Scan the data below and work out how many of its lines contain the word "shadow". Give only that number.

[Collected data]
*****
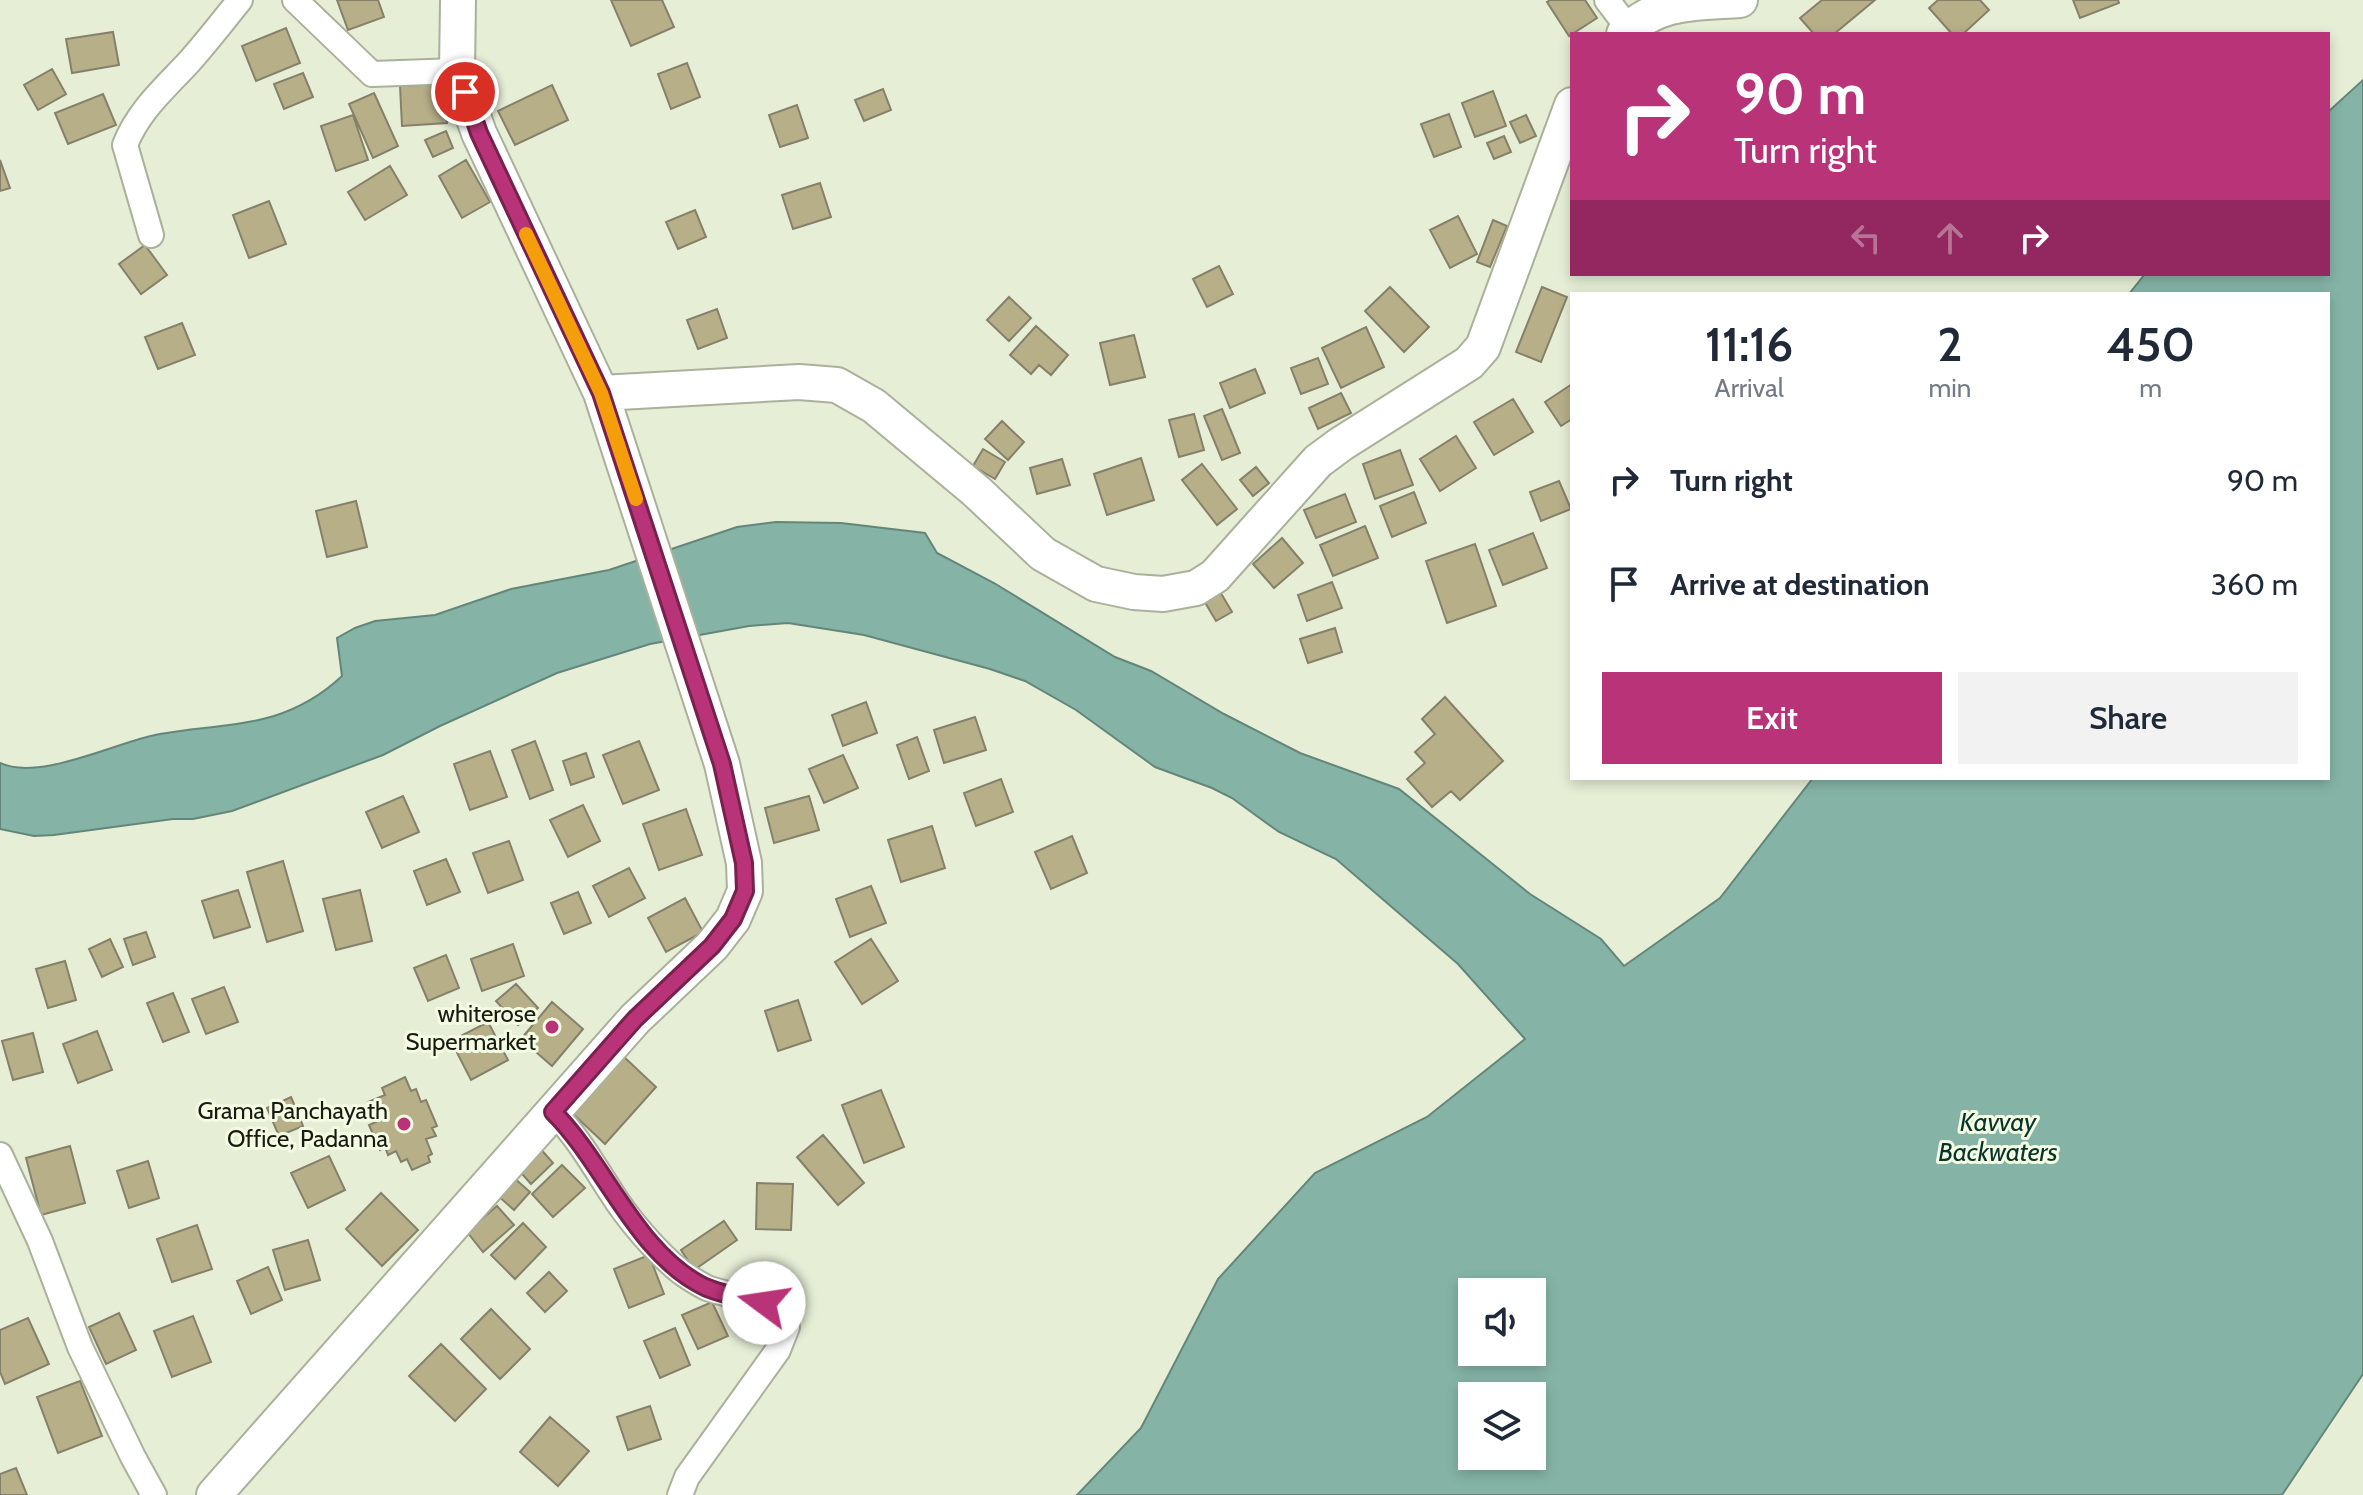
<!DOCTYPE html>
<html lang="en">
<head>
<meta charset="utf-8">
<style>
  body { margin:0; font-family:Cabin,sans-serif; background:#f2f2f3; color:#1f2937; height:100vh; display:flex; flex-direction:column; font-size:30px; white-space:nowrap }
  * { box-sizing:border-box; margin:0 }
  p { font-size:26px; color:#747a83 }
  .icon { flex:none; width:44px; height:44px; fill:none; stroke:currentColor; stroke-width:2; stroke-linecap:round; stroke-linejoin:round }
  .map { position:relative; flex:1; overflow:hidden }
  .details { position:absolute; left:1570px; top:292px; width:760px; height:488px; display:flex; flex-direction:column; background:#fff; border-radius:0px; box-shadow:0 4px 12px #0003 }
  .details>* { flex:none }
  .banner { position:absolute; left:1570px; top:32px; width:760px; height:244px; border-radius:0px; box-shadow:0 4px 12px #0003; background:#b83378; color:#fff; overflow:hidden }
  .tools { position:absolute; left:1458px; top:1278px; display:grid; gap:16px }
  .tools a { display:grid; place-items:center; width:88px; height:88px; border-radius:0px; background:#fff; box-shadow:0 4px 12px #0003; font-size:40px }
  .pin { position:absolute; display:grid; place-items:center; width:68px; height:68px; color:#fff; margin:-34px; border:4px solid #fff; border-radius:50%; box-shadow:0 2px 8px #0007 }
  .me { position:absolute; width:88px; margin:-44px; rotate:284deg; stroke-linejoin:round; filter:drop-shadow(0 0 6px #0008) }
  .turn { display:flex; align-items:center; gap:28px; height:168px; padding:0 32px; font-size:36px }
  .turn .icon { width:104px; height:104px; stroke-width:2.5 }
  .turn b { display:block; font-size:56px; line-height:68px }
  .lanes { display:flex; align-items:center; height:76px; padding:0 32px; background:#0003; justify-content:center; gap:40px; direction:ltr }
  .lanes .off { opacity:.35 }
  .eta { display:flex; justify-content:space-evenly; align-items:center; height:136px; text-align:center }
  .eta b { font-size:48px; font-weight:600; line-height:56px }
  .action { display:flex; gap:16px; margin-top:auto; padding:16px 32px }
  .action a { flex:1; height:92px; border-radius:0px; background:#b83378; color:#fff; font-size:32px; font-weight:600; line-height:92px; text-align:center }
  .action a+a { background:#f2f2f3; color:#1f2937 }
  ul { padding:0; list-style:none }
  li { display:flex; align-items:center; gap:24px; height:104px; padding:0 32px }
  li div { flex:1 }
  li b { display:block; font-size:30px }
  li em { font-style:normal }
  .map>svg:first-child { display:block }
  .water { fill:#85b4a6; stroke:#64867a; stroke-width:2; fill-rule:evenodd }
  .building { fill:#b7af88; stroke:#85806a; stroke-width:2 }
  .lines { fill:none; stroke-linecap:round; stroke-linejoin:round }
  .street-casing { stroke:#a9b19a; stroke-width:28 }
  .secondary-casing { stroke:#a9b19a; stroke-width:38 }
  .street { stroke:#fff; stroke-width:24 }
  .secondary { stroke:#fff; stroke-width:34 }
  .route-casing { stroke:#78214e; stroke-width:20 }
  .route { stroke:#b83378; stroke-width:14 }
  .slow { stroke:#f59e0b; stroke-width:14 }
  .poi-dot { fill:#b83378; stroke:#f3fce3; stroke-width:3 }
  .labels { text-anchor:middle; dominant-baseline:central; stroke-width:6; stroke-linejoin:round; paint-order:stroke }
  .poi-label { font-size:24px; fill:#181b12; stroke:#f3fce3; text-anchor:end }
  .water-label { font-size:26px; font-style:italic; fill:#08342b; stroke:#f3fce3 }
</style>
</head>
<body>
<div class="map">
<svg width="2363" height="1495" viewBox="0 0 2363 1495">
  <rect width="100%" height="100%" fill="#e6eed6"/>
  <path class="water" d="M2363 80V1374L2282 1495H1077L1141 1428 1218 1279 1315 1173 1427 1117 1525 1039 1458 964 1336 859 1279 832 1232 798 1212 788 1155 767 1076 710 1025 681 990 669 864 635 788 623 749 626 650 644 557 673 440 726 383 755 232 811 193 819H173L54 835 34 836 0 829V763C40 782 118 741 160 734 198 727 237 727 274 716 299 708 323 694 342 676L337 638 355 628 375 621 435 615 511 589 609 570 737 527 776 522 841 523 925 533 937 553 994 583 1115 657 1151 671 1224 714 1300 753 1399 789 1530 894 1601 939 1624 966 1720 898 1813 778H2328V294H2129L2145 274H2328V112ZM1472 1292H1532V1352H1472ZM1472 1396H1532V1456H1472Z"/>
  <path class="building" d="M337 0H378L384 17 348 30Z
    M611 0H662L674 27 631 46Z
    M1550 0H1585L1597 18 1569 36 1547 2Z
    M1822 0H1875L1834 34H1814L1800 18Z
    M1938 0H1980L1989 10 1963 34H1952L1929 8Z
    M2073 0H2118L2119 3 2080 18Z
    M286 28 300 63 256 81 242 46Z
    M113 32 119 65 72 73 66 39Z
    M687 63 700 97 671 109 658 74Z
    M52 69 66 94 38 110 24 85Z
    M303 73 313 97 284 109 274 84Z
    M444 84 447 123 402 126 400 86Z
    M552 85 568 120 515 145 498 111Z
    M883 89 891 110 864 121 855 100Z
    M1493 91 1506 126 1475 137 1462 103Z
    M374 93 398 146 373 158 349 104Z
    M103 94 116 125 68 144 55 113Z
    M797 105 808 138 780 147 769 115Z
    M1449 114 1461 147 1434 157 1421 124Z
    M353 115 368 160 336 171 321 126Z
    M1526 115 1536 136 1520 143 1510 122Z
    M446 131 453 148 433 157 425 140Z
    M1504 136 1511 152 1494 159 1487 143Z
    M0 160 10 188 0 191Z
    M466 160 490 202 462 218 439 176Z
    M390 166 407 195 365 220 348 192Z
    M820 183 831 217 793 229 782 195Z
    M269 201 286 244 249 258 233 215Z
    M695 210 706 237 678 249 666 222Z
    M1458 216 1477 254 1450 268 1430 230Z
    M1493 220 1507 226 1490 267 1477 262Z
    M145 245 167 275 141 294 119 264Z
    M1219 266 1233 294 1207 307 1193 279Z
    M1390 287 1429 327 1404 352 1365 311Z
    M1542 287 1567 297 1541 362 1516 352Z
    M1009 297 1031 318 1009 341 987 320Z
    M717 309 727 338 698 349 687 320Z
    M182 323 195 355 158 369 145 337Z
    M1036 326 1068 355 1051 375 1039 365 1031 374 1010 355Z
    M1366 327 1384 367 1341 388 1322 348Z
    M1134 335 1145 377 1110 385 1100 343Z
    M1318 358 1328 384 1301 394 1291 368Z
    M1255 369 1265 393 1230 408 1220 383Z
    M1572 384V419L1561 426 1545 402Z
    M1341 393 1351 413 1318 429 1309 408Z
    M1513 399 1533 432 1494 455 1474 422Z
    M1222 409 1240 453 1222 460 1204 416Z
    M1194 414 1204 450 1179 457 1169 420Z
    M1002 421 1024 442 1008 460 985 439Z
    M1456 436 1476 468 1440 491 1420 459Z
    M983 449 1005 462 995 479 973 466Z
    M1400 450 1413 485 1375 499 1363 464Z
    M1141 458 1154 500 1107 515 1094 474Z
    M1062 459 1070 485 1037 494 1030 468Z
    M1202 464 1237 509 1217 525 1182 480Z
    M1256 467 1269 483 1253 496 1240 480Z
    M1559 481 1571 509 1541 521 1530 492Z
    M1414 492 1426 523 1392 537 1380 506Z
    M1345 494 1356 522 1316 538 1304 510Z
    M356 501 367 547 327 557 316 511Z
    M1365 526 1378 558 1333 576 1320 545Z
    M1533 533 1547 568 1503 585 1489 550Z
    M1282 538 1303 563 1274 588 1253 564Z
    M1475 544 1496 606 1447 623 1426 561Z
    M1332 582 1342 608 1307 621 1298 595Z
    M1219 590 1232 612 1216 621 1203 599Z
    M1335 628 1342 652 1308 663 1300 639Z
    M1445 697 1503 761 1460 800 1451 791 1432 807 1407 779 1425 763 1415 752 1435 734 1422 719Z
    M866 702 877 733 843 746 832 715Z
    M975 717 986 750 944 763 934 730Z
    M917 737 929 771 909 779 897 745Z
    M535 741 553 790 530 799 512 750Z
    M639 741 659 790 623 804 603 755Z
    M490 751 507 797 470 810 454 764Z
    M586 753 594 777 571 785 563 761Z
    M843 755 858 788 824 803 809 769Z
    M1001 779 1013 812 976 826 964 793Z
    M403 796 419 832 382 848 366 812Z
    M809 796 819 830 774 843 765 808Z
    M583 805 600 841 568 857 550 820Z
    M686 809 702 855 659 870 643 824Z
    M932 826 945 868 901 882 888 840Z
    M1072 836 1087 873 1051 889 1035 852Z
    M509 841 523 880 488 893 473 853Z
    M446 859 460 892 427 905 414 871Z
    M283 861 303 931 267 942 247 872Z
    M629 868 645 898 609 917 593 886Z
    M871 886 886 923 850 937 836 899Z
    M238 890 250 927 214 938 202 901Z
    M360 890 372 941 336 950 323 899Z
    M578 892 591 923 564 934 551 903Z
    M685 898 703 932 666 952 648 918Z
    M146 932 155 957 133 965 124 939Z
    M110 939 123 967 102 977 89 949Z
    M871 939 898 981 862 1004 835 962Z
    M513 944 524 976 482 991 471 959Z
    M446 955 459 988 428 1001 414 968Z
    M65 961 76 1000 48 1008 36 969Z
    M516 984 538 1008 518 1025 496 1001Z
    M224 987 238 1022 206 1034 192 999Z
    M173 993 189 1032 163 1042 147 1003Z
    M798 1000 811 1040 778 1051 765 1011Z
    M552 1002 583 1029 552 1066 521 1039Z
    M488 1022 508 1060 471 1080 451 1041Z
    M97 1031 112 1070 78 1083 63 1044Z
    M33 1033 43 1072 13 1080 2 1041Z
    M623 1056 656 1087 605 1144 571 1112Z
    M405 1077 411 1091 416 1089 421 1102 426 1100 437 1126 432 1128 436 1136 426 1139 432 1154 428 1156 430 1162 412 1170 407 1159 401 1162 396 1151 388 1155 385 1147 380 1150 369 1125 376 1122 368 1102 385 1095 382 1088Z
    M881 1090 904 1147 864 1163 842 1105Z
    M291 1097 303 1126 279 1136 267 1108Z
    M823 1135 864 1183 838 1205 797 1157Z
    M70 1146 85 1203 41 1215 26 1158Z
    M538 1146 553 1163 531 1184 516 1167Z
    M329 1156 345 1190 308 1208 291 1173Z
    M148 1161 159 1198 129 1208 117 1171Z
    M562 1165 585 1188 553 1217 532 1194Z
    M513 1177 530 1192 514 1210 497 1195Z
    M757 1183 793 1184 791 1230 756 1229Z
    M381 1193 418 1230 382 1266 346 1229Z
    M497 1206 514 1225 483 1252 467 1232Z
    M724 1221 737 1240 694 1270 681 1250Z
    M523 1223 546 1247 515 1279 491 1255Z
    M197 1225 212 1269 172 1282 157 1239Z
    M308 1240 320 1280 285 1290 273 1250Z
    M649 1255 664 1294 629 1308 614 1269Z
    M268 1267 282 1300 251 1314 237 1281Z
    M549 1272 567 1291 545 1312 527 1293Z
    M712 1302 728 1336 698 1349 682 1315Z
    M491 1309 530 1349 500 1379 461 1339Z
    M119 1313 136 1350 106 1364 89 1327Z
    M193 1316 211 1362 172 1377 154 1331Z
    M28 1318 49 1364 5 1384 0 1372V1330Z
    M675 1328 690 1365 660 1378 644 1341Z
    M441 1344 486 1389 455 1421 409 1376Z
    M80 1381 102 1436 58 1453 37 1397Z
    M650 1406 661 1439 628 1450 617 1417Z
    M550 1417 589 1451 558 1486 520 1452Z
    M16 1468 27 1495H0V1474Z"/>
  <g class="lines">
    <defs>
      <path id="street" d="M295 0 372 74 457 71
        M1607 0 1629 29
        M151 235 125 145C138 111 165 88 189 62 207 42 223 21 240 0
        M553 1112C578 1137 592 1163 611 1192 627 1218 657 1253 681 1272 688 1277 699 1284 707 1288 736 1299 773 1295 787 1327L778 1350 687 1477 680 1495
        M0 1155 40 1241 80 1347 133 1457 154 1495"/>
      <path id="secondary" d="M1624 34C1657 0 1696 3 1740 0
        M601 393 799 382 837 385 874 406 976 491 1043 554 1096 584 1134 592 1163 594 1196 588 1215 576 1318 461 1341 444 1469 363 1483 347 1572 105
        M214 1495 635 1019 712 946 733 919 745 891 744 863 722 764 601 393 479 133 457 71 458 0"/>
    </defs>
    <use href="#street" class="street-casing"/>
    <use href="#secondary" class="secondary-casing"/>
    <use href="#street" class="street"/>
    <use href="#secondary" class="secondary"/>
  </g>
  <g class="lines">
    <defs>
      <path id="route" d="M465 92 479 133 601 393 722 764 744 863 745 891 733 919 712 946 635 1019 553 1112C605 1163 636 1254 705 1287 723 1295 745 1298 764 1303"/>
    </defs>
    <use href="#route" class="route-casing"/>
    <use href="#route" class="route"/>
    <path class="slow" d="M526 234 601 393 636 499"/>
  </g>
  <g class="poi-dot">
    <circle cx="552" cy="1027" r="8"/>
    <circle cx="404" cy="1124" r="8"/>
  </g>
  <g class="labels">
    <g class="poi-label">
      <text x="536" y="1013">whiterose<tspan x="536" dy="28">Supermarket</tspan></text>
      <text x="388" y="1110">Grama Panchayath<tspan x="388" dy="28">Office, Padanna</tspan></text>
    </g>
    <g class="water-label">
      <text x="1998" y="1122">Kavvay<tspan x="1998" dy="30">Backwaters</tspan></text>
    </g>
  </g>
</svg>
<div class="tools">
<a><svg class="icon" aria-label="sound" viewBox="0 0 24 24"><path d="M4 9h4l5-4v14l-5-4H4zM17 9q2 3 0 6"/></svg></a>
<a><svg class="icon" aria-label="layers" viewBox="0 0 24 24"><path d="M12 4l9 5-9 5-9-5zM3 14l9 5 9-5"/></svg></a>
</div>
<div class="pin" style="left:465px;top:92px;background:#d93025"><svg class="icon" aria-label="arrive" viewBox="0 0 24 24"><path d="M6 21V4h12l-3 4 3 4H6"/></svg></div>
<svg class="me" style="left:764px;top:1303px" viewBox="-20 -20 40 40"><circle r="19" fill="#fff"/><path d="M0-13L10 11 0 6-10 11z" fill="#b83378"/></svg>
<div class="banner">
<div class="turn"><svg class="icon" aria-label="right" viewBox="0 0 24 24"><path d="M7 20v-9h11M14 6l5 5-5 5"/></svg><div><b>90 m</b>Turn right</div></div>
<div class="lanes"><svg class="icon off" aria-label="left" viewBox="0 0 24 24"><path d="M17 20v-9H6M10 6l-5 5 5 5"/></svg><svg class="icon off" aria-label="ahead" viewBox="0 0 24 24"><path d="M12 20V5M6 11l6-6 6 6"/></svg><svg class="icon" aria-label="right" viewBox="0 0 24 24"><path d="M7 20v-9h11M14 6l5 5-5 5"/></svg></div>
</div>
<section class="details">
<div class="eta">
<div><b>11:16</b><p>Arrival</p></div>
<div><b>2</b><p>min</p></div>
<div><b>450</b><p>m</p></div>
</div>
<ul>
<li><svg class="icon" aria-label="right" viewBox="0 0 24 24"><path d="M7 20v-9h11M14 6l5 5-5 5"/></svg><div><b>Turn right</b></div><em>90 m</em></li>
<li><svg class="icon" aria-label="arrive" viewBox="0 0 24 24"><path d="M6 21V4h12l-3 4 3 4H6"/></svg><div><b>Arrive at destination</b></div><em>360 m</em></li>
</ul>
<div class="action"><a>Exit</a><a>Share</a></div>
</section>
</div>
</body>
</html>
*****
### COMPLETED TASK
5